WHAT TO WORK ON:
Check each line of the records below for the string "align", then state how many lines contain it, with no other output.

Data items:
######

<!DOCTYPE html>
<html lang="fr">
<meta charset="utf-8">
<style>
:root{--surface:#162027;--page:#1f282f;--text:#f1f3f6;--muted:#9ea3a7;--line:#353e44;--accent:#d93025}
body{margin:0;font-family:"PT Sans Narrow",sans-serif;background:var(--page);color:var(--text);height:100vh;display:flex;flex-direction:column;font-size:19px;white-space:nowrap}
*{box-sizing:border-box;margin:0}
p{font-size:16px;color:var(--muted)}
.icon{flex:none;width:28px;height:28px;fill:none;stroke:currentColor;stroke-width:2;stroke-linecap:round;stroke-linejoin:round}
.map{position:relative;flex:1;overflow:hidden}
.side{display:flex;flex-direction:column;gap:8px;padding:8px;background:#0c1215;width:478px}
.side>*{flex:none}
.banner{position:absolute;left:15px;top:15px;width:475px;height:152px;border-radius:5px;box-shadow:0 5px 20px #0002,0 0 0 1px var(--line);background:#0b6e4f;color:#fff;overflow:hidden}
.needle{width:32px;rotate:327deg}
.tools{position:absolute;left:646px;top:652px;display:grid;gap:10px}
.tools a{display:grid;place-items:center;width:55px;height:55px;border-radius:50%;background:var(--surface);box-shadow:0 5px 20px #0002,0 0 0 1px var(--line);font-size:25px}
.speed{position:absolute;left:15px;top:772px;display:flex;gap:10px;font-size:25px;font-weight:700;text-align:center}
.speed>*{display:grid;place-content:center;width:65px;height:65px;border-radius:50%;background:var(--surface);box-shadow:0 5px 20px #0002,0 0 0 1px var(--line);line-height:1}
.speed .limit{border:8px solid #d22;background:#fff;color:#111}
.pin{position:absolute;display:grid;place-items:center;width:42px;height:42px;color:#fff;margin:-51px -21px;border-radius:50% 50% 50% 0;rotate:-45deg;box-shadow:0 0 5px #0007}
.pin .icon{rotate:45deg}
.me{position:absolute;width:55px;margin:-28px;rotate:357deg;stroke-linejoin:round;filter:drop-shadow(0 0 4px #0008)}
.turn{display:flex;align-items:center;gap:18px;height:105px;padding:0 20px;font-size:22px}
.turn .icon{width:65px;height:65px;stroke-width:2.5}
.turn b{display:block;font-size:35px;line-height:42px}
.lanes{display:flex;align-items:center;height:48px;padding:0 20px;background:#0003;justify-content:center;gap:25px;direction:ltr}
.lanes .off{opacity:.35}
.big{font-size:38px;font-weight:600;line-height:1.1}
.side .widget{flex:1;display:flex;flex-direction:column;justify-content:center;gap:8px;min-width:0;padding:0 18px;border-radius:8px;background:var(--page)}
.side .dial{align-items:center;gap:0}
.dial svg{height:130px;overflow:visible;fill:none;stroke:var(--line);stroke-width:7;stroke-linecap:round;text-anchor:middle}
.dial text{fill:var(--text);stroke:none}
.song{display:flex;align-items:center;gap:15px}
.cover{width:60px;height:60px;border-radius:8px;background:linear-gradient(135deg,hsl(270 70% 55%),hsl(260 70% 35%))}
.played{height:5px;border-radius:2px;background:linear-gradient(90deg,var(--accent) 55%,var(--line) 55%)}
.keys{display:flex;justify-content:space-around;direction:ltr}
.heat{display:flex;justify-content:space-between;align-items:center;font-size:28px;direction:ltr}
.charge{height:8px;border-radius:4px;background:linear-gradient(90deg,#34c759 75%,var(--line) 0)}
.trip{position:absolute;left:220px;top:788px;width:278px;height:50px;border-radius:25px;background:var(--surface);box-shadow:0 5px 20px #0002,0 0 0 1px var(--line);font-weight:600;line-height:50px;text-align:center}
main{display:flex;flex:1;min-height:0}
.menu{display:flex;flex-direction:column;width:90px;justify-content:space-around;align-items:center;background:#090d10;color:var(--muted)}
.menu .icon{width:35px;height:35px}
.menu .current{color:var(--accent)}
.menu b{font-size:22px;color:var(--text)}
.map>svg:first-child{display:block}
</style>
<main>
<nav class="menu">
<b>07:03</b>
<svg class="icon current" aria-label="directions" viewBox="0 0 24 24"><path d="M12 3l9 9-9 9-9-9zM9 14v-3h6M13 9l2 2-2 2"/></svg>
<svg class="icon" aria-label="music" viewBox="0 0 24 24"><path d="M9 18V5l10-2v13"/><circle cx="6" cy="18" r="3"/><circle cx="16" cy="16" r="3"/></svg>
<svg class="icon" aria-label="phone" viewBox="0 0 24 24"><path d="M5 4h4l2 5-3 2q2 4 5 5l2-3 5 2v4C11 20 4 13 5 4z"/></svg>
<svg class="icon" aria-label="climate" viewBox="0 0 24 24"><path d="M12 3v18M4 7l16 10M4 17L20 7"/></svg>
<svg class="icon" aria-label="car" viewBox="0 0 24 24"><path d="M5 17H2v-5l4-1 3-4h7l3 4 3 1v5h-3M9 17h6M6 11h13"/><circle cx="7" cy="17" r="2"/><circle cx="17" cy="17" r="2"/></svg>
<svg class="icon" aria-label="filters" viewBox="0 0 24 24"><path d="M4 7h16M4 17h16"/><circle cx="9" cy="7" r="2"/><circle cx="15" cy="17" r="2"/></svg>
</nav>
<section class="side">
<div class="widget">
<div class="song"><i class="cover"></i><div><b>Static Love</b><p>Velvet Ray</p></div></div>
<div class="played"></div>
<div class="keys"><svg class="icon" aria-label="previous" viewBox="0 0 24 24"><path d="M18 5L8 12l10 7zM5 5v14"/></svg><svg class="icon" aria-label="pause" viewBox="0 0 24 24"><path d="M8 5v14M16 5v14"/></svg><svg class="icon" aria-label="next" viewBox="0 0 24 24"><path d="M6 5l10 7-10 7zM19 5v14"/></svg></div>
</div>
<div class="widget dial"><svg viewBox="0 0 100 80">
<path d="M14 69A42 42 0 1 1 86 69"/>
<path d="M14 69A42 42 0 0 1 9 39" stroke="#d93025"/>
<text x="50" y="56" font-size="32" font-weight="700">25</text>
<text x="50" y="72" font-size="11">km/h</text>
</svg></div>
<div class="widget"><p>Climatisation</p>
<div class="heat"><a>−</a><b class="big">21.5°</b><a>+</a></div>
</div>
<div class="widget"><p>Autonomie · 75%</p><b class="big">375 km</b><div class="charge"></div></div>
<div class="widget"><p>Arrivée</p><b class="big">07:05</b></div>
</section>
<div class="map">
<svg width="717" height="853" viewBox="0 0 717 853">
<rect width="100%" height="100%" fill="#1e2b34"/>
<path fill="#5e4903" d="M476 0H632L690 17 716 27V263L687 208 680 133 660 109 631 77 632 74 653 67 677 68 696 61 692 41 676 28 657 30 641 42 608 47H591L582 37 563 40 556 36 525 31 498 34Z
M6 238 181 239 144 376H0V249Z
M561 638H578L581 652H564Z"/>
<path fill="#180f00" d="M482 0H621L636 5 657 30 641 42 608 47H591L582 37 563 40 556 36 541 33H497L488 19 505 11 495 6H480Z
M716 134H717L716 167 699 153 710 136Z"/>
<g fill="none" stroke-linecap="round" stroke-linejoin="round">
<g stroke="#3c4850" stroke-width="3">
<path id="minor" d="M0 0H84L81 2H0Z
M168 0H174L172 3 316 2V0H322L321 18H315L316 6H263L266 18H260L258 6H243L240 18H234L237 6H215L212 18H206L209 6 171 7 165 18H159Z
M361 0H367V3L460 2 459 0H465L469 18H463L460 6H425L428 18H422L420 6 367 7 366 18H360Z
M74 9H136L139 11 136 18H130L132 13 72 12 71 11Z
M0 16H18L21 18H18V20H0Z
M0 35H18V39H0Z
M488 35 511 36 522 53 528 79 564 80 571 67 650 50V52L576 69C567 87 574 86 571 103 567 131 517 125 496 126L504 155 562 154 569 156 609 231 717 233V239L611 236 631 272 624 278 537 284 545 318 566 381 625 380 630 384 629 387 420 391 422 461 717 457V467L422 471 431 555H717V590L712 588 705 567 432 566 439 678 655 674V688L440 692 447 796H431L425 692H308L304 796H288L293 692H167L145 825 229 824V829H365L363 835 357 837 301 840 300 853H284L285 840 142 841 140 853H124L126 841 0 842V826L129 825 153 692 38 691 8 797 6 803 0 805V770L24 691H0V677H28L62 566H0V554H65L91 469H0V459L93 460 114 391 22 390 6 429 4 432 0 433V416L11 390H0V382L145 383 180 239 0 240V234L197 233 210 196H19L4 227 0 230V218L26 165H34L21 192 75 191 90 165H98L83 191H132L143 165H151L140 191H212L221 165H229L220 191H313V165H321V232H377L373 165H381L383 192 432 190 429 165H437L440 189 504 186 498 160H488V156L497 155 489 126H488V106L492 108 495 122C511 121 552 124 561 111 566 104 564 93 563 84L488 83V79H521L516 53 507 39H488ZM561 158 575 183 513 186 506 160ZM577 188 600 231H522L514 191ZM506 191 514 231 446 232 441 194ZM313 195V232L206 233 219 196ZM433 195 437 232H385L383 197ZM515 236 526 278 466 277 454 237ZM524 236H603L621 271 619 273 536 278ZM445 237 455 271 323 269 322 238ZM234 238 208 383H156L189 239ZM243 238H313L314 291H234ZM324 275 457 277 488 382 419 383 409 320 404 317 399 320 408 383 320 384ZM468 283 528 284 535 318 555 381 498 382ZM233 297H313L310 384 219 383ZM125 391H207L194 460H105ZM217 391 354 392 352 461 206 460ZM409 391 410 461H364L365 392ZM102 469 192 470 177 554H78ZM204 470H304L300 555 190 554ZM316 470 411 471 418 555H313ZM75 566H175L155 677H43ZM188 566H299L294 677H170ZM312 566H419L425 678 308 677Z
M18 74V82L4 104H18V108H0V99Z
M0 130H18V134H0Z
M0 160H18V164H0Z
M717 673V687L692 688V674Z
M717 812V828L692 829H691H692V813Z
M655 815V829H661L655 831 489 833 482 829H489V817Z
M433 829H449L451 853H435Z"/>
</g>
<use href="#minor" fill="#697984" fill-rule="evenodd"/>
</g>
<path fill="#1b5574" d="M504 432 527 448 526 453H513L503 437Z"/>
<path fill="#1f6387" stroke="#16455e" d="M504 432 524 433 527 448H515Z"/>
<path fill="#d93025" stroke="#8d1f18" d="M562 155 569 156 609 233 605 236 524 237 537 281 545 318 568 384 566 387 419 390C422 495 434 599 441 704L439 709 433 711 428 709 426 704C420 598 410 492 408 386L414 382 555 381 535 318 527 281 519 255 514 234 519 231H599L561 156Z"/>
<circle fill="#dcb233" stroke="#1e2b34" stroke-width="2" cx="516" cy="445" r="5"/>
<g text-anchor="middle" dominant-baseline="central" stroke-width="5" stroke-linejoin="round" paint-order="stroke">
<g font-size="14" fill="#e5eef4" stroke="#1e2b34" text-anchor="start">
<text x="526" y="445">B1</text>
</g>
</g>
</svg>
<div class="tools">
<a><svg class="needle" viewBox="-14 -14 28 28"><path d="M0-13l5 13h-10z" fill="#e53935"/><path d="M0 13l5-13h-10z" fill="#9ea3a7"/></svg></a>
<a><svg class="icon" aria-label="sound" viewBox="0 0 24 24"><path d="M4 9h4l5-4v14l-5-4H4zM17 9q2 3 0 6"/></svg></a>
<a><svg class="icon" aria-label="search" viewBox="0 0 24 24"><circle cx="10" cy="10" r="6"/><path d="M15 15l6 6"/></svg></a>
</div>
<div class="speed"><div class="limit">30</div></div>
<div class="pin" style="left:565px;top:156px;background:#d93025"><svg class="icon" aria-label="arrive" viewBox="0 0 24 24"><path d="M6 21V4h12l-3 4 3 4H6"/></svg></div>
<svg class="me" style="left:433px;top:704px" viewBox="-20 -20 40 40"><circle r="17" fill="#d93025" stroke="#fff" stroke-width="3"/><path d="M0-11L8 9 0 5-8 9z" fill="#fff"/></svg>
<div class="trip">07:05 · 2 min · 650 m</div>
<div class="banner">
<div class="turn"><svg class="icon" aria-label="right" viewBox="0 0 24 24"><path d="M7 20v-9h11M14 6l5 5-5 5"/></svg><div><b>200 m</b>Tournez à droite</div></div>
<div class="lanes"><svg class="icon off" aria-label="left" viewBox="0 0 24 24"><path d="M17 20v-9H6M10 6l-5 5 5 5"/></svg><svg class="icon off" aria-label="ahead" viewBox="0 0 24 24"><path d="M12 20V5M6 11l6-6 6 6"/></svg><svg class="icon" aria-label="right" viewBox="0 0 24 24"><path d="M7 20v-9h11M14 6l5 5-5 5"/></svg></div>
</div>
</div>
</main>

######

RESPONSE TO THE TASK:
8